*** Data for the task Section Begins ***

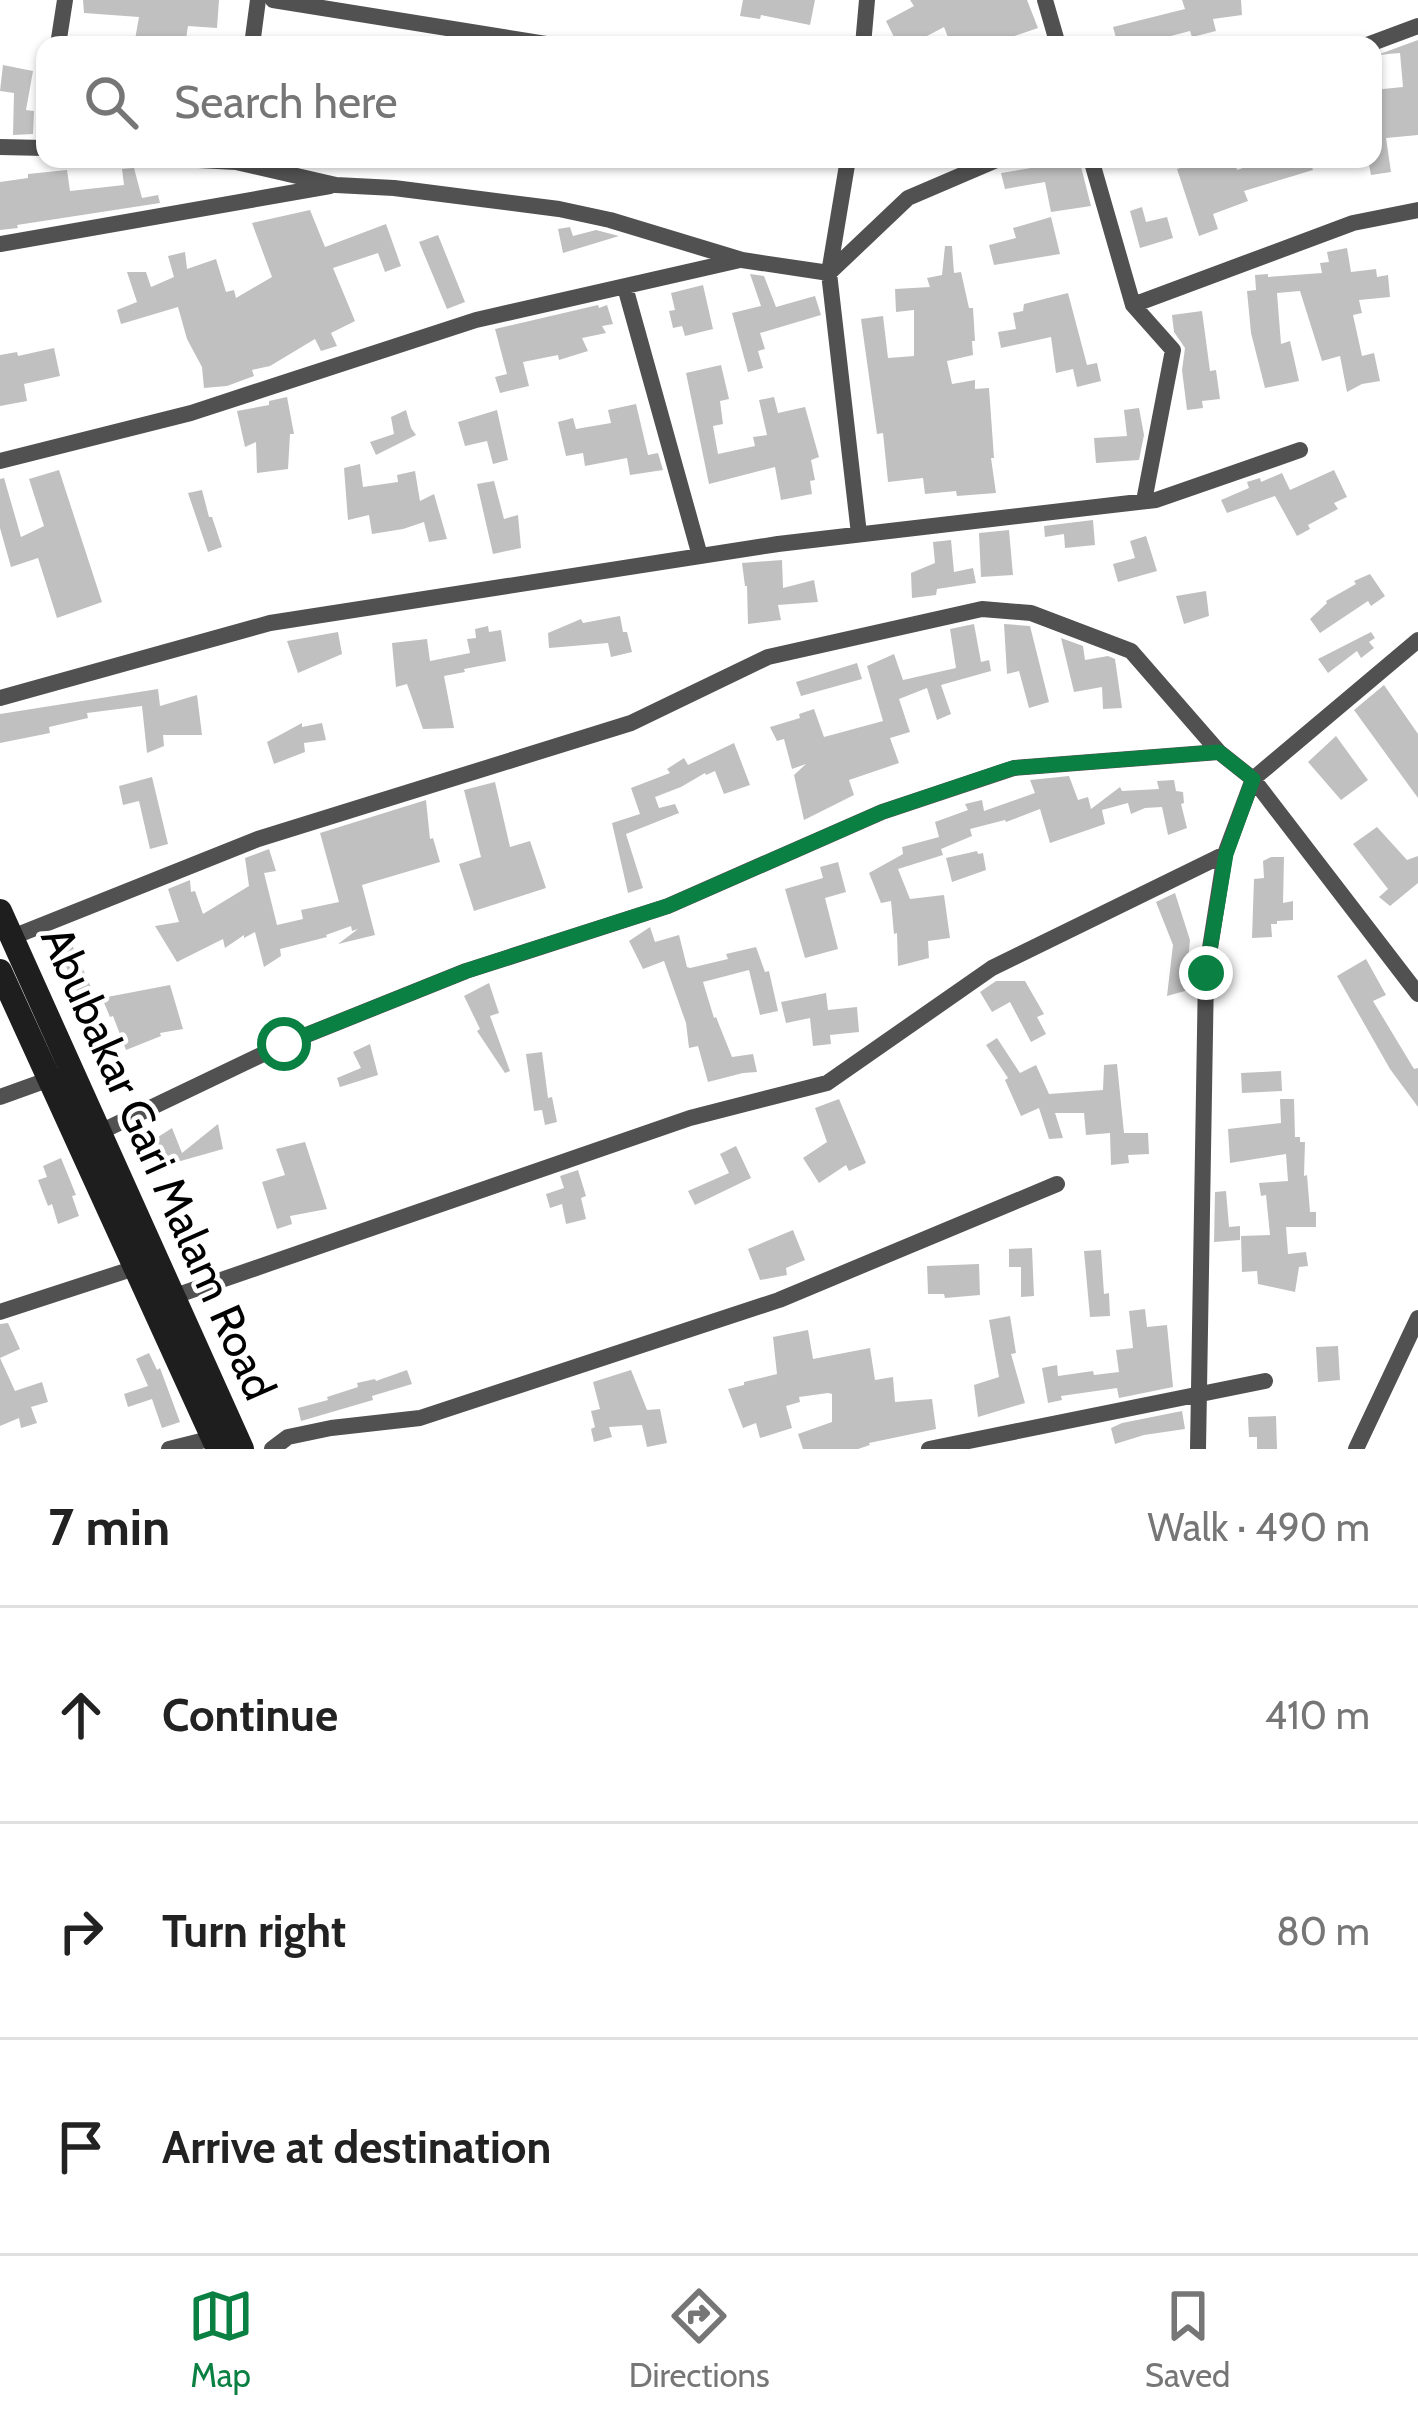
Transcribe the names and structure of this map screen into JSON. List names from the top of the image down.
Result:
{
  "streets": {
    "street": ["Abubakar Gari Malam Road"]
  },
  "page": {
    "search": "Search here",
    "heading": ["7 min", "Walk · 490 m"],
    "list": [
      ["Continue", "410 m"],
      ["Turn right", "80 m"],
      "Arrive at destination"
    ],
    "nav": ["Map", "Directions", "Saved"]
  }
}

*** Data for the task Section Ends ***

[Problem details] Transcribe all records verbatim and omit each image.

[Expected answer]
Transcribe the names and structure of this map screen into JSON. List names from the top of the image down.
Result:
{
  "streets": {
    "street": ["Abubakar Gari Malam Road"]
  },
  "page": {
    "search": "Search here",
    "heading": ["7 min", "Walk · 490 m"],
    "list": [
      ["Continue", "410 m"],
      ["Turn right", "80 m"],
      "Arrive at destination"
    ],
    "nav": ["Map", "Directions", "Saved"]
  }
}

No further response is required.